Select a model like UVR-MDX-NET-Inst_HQ_3 (accompaniment extraction), and the model auto-downloads the first time.
Drag & drop an audio/video file, specify the output destination, and Start Processing.

Operation requirements (official README):

The GPU is NVIDIA GTX 1060 6GB as the minimum requirement, 8GB+ VRAM recommended.
AMD support is currently limited.
Apple Silicon (M1 and later) supports MPS (GPU) acceleration—usable with Demucs v4 and all MDX-Net models.
Intel Pentium / Celeron-series CPUs are out of operation guarantee.

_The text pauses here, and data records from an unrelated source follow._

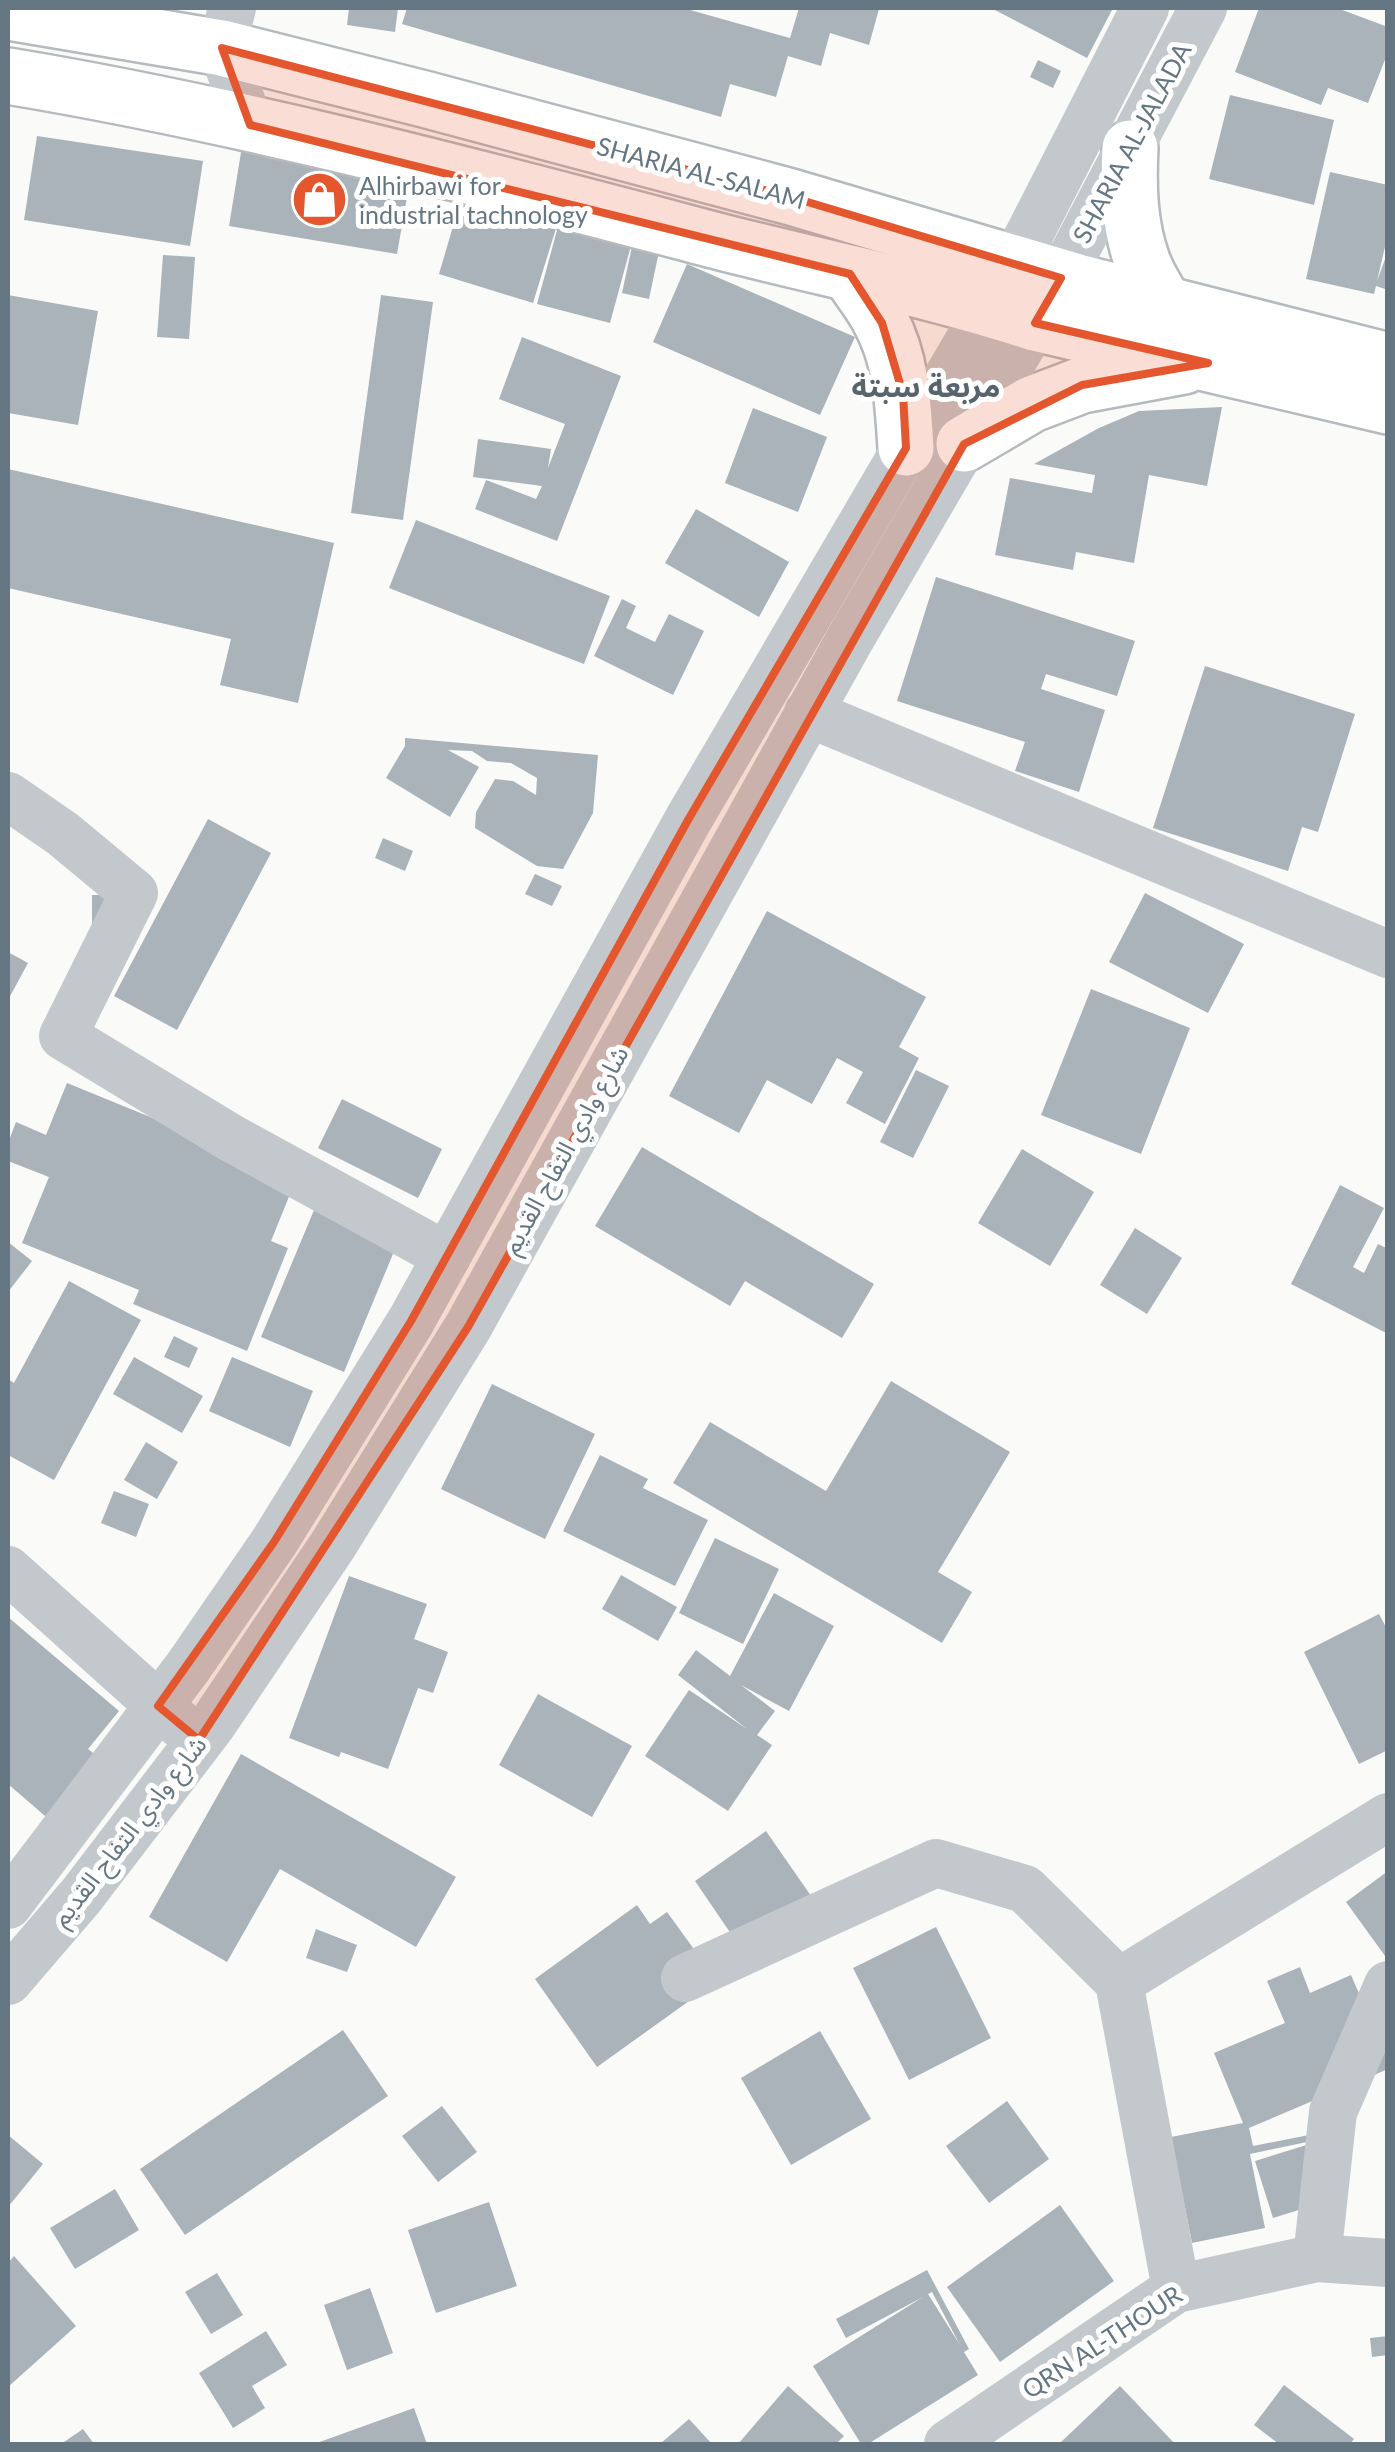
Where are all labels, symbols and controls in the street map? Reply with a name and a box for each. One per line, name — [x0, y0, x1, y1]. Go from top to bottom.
street label: SHARIA AL-JALADA — [1066, 37, 1197, 248]
street label: SHARIA AL-SALAM — [594, 130, 809, 214]
shop icon: Alhirbawi for industrial tachnology — [290, 170, 350, 230]
place label: Alhirbawi for industrial tachnology — [359, 170, 588, 229]
district label: مربعة سبتة — [851, 367, 1001, 404]
street label: شارع وادي التفاح القديم — [495, 1040, 639, 1262]
street label: شارع وادي التفاح القديم — [45, 1729, 216, 1935]
street label: QRN AL-THOUR — [1016, 2278, 1187, 2404]

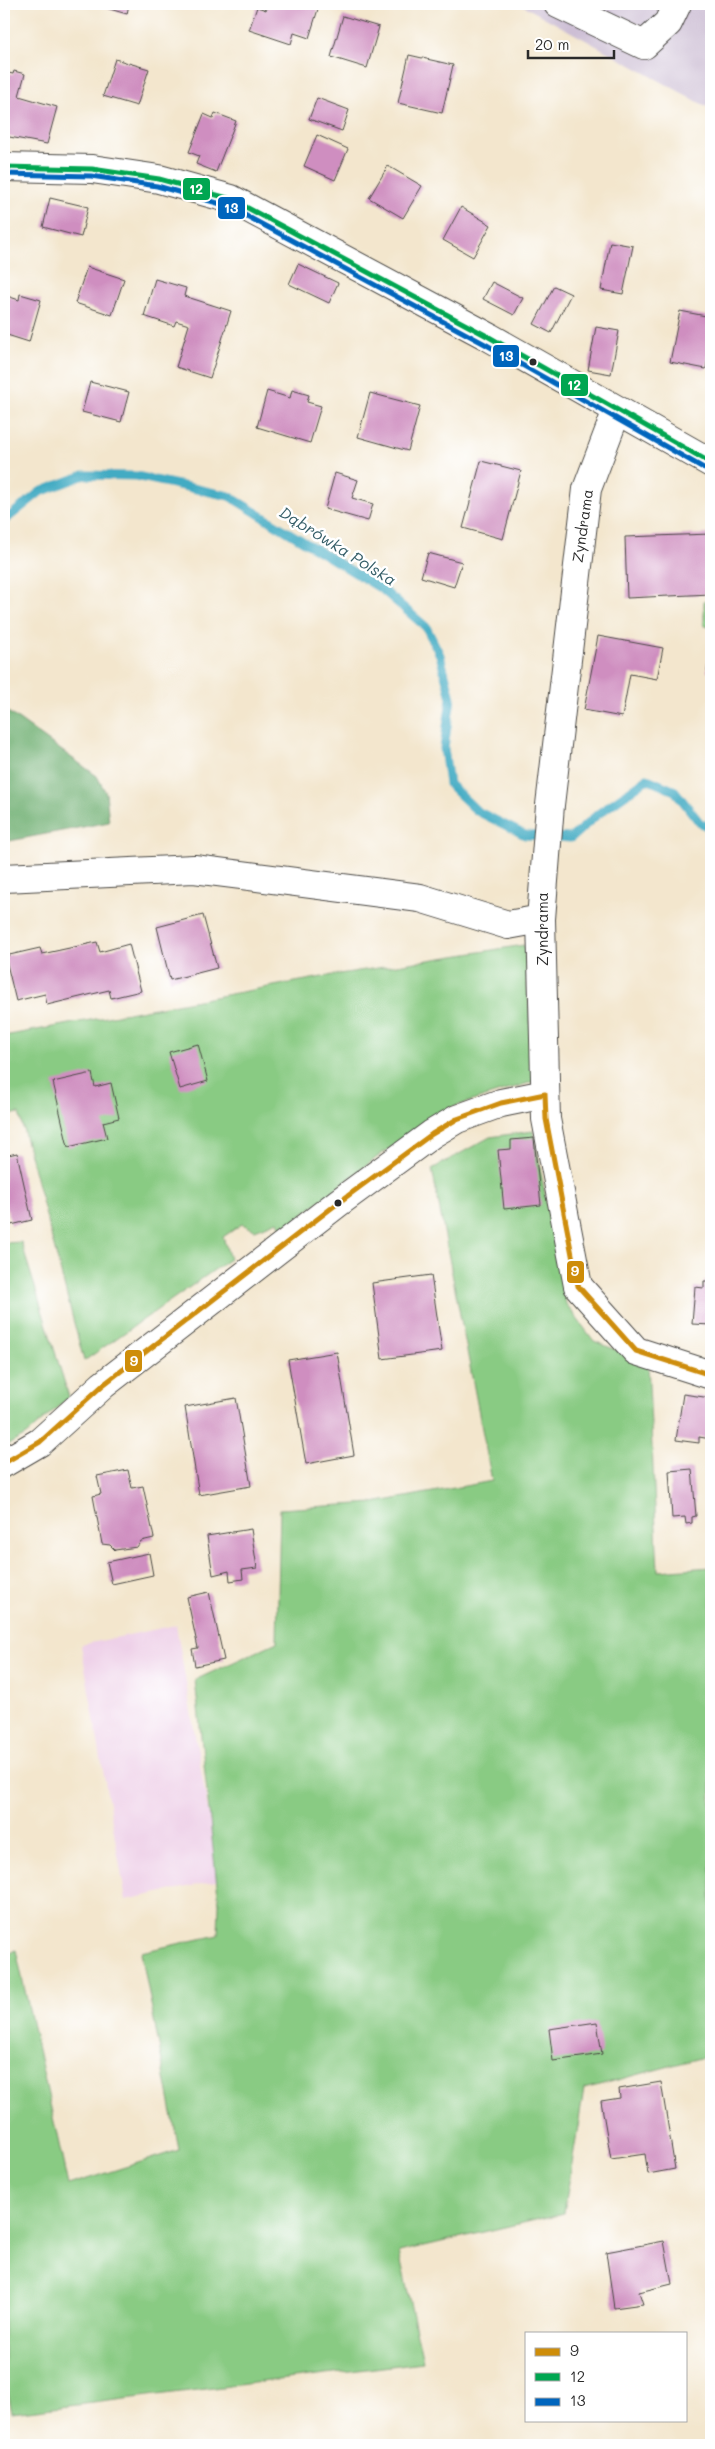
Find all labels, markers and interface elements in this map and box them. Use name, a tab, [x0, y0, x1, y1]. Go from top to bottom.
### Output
scale bar	[528, 28, 614, 60]
text: 20 m	[535, 34, 569, 54]
line badge: 12	[182, 177, 211, 201]
text: 12	[189, 179, 203, 198]
line badge: 13	[217, 196, 246, 220]
text: 13	[224, 198, 238, 217]
line badge: 13	[492, 344, 520, 368]
text: 13	[499, 346, 513, 365]
unlabelled marker	[528, 357, 538, 367]
line badge: 12	[560, 373, 589, 397]
text: 12	[567, 375, 581, 394]
street label: Zyndrama	[567, 488, 597, 564]
water label: Dąbrówka Polska	[276, 501, 401, 590]
street label: Zyndrama	[532, 892, 552, 966]
unlabelled marker	[333, 1198, 343, 1208]
line badge: 9	[566, 1260, 585, 1284]
text: 9	[571, 1261, 580, 1280]
line badge: 9	[124, 1349, 143, 1373]
text: 9	[130, 1351, 139, 1370]
legend	[525, 2332, 688, 2422]
text: 9	[570, 2340, 579, 2360]
text: 12	[570, 2366, 585, 2386]
text: 13	[570, 2390, 586, 2410]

The GUI is handy, but it's unsuited to batch processing, server embedding, or CI integration. "By hand, one file at a time, every time" breaks down in production. Do automation with the library in the next chapter.

Usage B: Automate with Code (python-audio-separator)

UVR5 itself is a GUI app, so you can't hit it directly from a script. The right answer when automating with code is to use python-audio-separator, a library that can load the same models (.onnx etc.) as UVR. You can run the same MDX-Net models as UVR5 from CLI / Python.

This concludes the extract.